# MATERIAL TO PROCESS
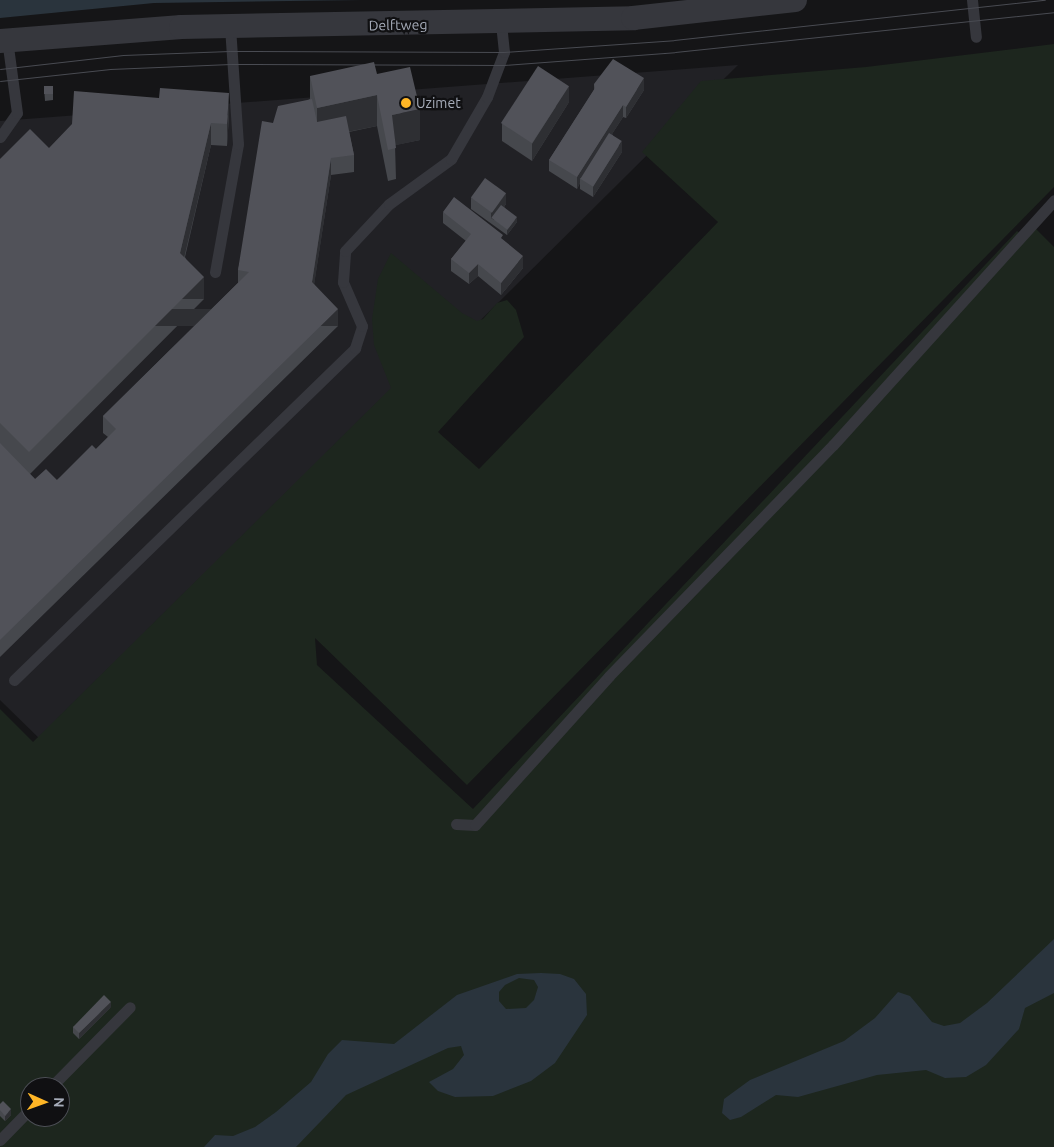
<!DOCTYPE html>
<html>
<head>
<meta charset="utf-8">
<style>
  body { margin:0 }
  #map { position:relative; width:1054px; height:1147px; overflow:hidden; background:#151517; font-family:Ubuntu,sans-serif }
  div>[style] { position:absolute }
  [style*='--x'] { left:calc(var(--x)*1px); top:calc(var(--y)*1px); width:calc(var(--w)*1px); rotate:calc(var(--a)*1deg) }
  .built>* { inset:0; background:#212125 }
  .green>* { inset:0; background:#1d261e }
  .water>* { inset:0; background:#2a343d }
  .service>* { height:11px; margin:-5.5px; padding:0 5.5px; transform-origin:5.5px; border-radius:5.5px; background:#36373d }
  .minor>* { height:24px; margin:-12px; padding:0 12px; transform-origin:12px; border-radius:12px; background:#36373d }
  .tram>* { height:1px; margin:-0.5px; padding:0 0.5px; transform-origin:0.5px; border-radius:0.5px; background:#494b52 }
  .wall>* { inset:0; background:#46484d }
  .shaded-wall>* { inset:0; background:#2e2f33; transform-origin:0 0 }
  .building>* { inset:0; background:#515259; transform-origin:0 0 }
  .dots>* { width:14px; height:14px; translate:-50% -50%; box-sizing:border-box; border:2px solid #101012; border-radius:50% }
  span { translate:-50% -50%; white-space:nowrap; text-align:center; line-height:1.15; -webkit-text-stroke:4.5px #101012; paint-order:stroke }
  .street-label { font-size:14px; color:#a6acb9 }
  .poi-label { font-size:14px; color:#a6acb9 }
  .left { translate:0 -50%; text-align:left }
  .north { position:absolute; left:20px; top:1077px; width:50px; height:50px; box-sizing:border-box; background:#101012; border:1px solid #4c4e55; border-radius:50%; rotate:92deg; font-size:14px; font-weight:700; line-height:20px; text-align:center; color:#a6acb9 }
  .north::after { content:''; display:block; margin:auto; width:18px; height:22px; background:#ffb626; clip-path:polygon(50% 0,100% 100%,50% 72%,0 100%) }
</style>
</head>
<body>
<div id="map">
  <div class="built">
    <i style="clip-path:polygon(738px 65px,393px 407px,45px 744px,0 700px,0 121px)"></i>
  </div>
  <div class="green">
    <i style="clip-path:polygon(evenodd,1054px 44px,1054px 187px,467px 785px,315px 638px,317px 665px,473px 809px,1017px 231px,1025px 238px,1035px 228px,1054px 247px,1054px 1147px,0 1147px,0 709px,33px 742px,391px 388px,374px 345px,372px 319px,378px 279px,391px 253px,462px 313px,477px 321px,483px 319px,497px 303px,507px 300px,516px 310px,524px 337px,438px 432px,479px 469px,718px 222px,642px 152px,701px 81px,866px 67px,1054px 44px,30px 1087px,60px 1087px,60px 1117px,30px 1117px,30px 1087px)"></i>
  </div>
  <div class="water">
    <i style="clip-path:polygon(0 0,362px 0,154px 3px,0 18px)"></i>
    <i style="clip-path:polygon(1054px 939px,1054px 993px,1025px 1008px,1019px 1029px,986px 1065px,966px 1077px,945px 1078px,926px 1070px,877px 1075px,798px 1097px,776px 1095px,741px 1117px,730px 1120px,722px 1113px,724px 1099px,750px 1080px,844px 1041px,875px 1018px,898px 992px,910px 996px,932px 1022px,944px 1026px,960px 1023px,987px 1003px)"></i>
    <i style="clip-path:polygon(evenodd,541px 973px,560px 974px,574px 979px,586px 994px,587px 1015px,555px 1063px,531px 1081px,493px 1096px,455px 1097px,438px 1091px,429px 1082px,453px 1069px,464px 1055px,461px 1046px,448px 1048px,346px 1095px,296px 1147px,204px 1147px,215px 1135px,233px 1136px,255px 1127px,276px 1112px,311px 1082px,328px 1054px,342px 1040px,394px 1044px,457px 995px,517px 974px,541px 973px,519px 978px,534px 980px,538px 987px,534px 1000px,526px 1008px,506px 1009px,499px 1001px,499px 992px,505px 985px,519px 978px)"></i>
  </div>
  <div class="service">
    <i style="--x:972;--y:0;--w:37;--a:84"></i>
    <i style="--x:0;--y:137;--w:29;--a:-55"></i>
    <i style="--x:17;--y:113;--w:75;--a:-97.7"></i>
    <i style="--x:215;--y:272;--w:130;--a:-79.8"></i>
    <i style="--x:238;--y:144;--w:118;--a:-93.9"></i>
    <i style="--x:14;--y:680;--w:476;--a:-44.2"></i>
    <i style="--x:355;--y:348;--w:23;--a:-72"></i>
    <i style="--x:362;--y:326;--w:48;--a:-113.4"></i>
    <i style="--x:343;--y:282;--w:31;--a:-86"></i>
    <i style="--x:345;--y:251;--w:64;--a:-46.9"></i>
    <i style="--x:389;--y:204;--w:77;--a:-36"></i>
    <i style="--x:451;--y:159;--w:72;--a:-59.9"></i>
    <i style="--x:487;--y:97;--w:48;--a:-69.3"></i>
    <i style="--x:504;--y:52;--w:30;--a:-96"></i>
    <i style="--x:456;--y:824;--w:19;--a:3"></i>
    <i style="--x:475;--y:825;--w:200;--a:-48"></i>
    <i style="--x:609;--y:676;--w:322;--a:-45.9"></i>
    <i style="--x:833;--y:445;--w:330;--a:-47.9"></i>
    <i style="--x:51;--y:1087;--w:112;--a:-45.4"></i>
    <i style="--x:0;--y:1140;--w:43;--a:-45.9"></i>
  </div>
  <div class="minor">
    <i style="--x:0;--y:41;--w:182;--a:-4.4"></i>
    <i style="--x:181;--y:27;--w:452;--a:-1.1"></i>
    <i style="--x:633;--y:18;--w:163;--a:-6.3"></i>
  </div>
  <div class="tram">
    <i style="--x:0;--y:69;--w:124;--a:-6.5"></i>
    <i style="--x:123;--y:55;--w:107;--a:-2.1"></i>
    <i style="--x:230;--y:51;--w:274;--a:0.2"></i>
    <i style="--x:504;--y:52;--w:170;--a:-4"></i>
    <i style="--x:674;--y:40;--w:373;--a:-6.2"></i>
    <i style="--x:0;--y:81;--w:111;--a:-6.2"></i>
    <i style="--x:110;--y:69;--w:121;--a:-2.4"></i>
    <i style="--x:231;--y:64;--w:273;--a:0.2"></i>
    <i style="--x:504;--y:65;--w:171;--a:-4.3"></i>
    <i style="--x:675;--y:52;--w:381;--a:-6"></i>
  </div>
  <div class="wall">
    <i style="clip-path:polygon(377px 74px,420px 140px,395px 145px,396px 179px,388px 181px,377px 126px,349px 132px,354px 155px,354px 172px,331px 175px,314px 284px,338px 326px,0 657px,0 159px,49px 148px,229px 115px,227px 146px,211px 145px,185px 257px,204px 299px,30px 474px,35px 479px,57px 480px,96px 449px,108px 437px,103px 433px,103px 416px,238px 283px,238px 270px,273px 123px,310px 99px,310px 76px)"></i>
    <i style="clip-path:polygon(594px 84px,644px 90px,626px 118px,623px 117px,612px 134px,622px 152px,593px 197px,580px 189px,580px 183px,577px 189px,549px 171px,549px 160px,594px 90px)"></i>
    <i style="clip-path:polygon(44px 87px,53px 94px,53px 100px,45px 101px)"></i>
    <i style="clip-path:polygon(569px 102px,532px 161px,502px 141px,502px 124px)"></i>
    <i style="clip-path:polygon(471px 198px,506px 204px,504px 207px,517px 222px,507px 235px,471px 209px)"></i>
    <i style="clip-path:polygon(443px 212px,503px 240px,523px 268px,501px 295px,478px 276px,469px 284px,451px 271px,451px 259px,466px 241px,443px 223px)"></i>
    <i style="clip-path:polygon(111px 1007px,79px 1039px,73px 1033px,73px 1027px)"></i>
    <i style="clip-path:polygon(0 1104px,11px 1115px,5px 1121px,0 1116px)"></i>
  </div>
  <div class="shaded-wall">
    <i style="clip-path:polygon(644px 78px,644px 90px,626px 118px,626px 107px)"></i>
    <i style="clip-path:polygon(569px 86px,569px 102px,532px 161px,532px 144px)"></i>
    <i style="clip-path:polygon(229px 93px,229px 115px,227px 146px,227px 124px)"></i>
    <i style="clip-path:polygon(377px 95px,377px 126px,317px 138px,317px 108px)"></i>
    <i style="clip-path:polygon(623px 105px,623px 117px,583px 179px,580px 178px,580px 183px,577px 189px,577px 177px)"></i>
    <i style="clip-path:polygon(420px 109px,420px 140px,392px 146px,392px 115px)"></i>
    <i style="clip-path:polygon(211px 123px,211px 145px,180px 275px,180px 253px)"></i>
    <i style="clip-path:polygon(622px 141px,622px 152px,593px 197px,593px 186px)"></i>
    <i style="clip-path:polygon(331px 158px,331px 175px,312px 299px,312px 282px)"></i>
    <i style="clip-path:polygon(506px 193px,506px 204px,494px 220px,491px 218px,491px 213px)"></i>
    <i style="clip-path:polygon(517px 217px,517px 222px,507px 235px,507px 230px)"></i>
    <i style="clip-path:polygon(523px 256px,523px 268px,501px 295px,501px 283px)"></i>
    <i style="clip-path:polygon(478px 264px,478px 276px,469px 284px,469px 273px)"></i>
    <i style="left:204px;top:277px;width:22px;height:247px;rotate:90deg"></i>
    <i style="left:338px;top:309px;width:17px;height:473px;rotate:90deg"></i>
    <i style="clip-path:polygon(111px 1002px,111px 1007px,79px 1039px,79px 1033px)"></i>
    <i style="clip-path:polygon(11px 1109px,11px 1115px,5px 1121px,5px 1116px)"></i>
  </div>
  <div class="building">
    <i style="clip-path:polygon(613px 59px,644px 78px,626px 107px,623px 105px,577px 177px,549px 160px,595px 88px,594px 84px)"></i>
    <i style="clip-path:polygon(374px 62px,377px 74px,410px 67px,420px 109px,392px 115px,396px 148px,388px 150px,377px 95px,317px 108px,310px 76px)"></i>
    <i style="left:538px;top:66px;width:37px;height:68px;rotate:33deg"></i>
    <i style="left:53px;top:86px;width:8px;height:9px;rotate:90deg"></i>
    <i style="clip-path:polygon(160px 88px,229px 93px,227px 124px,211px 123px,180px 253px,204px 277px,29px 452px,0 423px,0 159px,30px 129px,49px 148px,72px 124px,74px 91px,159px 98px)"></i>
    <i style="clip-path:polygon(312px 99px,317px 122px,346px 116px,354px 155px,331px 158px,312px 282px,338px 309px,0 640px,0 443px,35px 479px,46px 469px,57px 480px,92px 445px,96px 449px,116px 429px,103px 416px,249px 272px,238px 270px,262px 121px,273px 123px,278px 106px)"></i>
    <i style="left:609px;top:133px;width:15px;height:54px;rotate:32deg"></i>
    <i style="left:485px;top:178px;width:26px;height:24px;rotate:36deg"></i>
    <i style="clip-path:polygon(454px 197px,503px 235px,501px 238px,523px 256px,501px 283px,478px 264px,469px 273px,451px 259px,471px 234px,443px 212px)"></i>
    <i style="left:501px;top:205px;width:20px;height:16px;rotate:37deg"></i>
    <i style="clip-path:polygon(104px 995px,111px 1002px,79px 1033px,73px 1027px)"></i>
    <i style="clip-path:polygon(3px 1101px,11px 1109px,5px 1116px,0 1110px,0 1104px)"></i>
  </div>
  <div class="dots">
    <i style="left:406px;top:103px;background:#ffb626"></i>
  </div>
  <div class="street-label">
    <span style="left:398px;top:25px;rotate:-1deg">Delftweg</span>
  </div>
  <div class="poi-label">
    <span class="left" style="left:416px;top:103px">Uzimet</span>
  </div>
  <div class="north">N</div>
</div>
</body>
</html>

...

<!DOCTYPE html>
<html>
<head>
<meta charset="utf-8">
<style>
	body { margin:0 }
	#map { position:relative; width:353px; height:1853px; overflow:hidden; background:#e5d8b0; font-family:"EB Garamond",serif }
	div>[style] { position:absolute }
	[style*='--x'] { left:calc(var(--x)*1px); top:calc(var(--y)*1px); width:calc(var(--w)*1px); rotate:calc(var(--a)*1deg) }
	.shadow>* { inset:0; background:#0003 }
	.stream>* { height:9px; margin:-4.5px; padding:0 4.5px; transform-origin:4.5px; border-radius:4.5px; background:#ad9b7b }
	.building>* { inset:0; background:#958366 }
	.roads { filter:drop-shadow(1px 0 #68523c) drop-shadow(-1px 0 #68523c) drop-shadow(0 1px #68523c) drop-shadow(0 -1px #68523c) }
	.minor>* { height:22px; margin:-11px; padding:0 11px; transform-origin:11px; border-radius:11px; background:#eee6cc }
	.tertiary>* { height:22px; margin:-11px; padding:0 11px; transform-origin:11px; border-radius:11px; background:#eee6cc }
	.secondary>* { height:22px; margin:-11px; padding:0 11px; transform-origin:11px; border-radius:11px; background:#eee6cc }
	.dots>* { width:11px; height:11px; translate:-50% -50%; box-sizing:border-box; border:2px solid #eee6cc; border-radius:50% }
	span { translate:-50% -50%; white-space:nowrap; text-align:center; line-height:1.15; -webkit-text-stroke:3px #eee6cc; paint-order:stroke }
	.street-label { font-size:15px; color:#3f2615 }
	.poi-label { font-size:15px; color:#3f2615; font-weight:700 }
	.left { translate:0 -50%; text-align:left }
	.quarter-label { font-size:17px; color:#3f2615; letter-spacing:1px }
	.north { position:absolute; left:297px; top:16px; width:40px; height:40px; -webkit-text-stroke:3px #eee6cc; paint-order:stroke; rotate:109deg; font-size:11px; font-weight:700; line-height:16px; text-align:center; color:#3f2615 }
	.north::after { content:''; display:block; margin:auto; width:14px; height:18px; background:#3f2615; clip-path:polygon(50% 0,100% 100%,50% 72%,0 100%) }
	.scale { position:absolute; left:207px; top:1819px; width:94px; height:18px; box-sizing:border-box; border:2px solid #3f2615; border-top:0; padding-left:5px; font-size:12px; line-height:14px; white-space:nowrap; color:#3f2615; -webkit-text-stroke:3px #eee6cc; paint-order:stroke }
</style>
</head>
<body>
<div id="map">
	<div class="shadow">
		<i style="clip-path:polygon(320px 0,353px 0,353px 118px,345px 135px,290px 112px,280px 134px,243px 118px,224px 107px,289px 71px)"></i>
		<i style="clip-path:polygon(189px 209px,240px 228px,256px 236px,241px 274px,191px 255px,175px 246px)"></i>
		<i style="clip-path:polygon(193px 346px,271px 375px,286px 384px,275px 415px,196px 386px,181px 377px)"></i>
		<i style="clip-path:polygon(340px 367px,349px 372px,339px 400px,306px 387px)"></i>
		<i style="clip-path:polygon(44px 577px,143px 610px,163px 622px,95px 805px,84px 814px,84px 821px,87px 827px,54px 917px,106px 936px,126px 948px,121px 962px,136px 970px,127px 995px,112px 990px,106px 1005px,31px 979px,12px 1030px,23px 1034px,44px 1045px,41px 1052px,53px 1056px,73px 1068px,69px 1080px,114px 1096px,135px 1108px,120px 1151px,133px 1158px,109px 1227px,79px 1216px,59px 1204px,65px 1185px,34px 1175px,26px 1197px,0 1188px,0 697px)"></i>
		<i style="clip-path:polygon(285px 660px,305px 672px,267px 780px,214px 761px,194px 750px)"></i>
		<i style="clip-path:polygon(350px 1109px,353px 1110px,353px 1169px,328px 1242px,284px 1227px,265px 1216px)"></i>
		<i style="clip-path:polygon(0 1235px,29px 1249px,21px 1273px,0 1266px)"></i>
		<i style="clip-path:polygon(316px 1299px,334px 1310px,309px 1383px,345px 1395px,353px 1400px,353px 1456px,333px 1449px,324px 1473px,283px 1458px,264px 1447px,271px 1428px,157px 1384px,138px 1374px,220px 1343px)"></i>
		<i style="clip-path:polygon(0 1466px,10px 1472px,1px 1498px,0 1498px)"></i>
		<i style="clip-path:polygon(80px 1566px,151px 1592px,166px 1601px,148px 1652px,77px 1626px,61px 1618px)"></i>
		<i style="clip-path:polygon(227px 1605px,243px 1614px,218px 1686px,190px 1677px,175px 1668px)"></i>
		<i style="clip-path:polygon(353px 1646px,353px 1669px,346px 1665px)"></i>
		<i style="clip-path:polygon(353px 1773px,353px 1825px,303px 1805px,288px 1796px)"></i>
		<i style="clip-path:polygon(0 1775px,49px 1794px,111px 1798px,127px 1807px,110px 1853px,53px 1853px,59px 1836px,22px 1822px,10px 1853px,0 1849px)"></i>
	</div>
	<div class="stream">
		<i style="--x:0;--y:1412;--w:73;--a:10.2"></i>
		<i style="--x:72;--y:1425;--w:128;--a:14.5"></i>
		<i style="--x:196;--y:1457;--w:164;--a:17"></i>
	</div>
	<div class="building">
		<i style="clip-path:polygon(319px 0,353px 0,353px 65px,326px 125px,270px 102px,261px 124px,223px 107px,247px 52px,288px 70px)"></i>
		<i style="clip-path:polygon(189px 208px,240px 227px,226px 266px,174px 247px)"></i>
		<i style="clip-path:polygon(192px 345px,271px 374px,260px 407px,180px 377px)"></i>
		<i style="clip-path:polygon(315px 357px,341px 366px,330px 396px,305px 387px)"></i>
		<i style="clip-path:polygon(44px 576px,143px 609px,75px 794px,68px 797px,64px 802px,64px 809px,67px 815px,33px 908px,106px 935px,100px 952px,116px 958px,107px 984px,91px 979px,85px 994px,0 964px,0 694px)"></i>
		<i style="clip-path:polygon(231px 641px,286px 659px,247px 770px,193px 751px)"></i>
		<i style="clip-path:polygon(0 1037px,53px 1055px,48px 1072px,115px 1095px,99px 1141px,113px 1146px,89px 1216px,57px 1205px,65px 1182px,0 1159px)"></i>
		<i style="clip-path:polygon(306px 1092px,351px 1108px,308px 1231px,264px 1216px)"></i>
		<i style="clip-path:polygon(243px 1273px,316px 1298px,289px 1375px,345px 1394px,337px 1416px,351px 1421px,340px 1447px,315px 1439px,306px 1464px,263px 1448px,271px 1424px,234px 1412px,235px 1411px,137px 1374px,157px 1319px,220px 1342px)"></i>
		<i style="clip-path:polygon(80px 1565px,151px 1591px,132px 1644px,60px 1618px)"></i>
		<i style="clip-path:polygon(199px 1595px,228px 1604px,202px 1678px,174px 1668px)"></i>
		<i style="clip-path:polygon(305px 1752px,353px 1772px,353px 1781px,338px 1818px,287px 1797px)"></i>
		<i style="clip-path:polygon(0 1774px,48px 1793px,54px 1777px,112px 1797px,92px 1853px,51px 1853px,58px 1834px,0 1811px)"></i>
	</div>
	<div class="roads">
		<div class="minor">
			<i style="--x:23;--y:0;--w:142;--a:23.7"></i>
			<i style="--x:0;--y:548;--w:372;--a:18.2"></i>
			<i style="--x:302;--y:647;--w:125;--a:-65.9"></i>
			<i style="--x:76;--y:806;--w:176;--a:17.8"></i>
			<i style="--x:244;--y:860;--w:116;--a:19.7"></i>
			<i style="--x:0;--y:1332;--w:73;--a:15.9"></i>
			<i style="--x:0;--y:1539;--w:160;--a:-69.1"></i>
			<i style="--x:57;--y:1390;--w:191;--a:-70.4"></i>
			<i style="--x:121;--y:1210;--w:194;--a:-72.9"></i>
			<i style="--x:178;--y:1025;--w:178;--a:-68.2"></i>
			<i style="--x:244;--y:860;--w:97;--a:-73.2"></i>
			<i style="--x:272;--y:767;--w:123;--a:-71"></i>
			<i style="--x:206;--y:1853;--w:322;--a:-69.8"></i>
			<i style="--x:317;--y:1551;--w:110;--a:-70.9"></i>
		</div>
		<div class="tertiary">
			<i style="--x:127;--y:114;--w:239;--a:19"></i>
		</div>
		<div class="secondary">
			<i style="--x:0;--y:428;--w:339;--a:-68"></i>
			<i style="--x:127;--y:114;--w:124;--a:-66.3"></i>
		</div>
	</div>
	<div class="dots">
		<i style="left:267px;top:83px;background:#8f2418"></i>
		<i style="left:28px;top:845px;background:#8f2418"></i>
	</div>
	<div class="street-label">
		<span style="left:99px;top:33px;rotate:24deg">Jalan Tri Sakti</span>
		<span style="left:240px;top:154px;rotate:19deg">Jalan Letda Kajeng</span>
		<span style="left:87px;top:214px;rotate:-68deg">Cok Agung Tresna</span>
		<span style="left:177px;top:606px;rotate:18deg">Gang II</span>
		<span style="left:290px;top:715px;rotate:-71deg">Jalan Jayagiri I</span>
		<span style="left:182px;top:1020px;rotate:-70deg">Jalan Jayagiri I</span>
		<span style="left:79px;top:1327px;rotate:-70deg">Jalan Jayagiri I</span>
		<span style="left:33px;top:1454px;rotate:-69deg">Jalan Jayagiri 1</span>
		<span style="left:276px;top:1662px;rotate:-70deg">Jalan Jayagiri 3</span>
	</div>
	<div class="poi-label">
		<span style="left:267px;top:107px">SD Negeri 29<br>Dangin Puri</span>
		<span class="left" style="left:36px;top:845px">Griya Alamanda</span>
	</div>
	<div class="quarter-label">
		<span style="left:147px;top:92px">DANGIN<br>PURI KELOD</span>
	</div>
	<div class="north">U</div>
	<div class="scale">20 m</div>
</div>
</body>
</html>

# TASK TO CARRY OUT
Output each line of the listing in which the string "stream" is found.

# REPLY
	.stream>* { height:9px; margin:-4.5px; padding:0 4.5px; transform-origin:4.5px; border-radius:4.5px; background:#ad9b7b }
	<div class="stream">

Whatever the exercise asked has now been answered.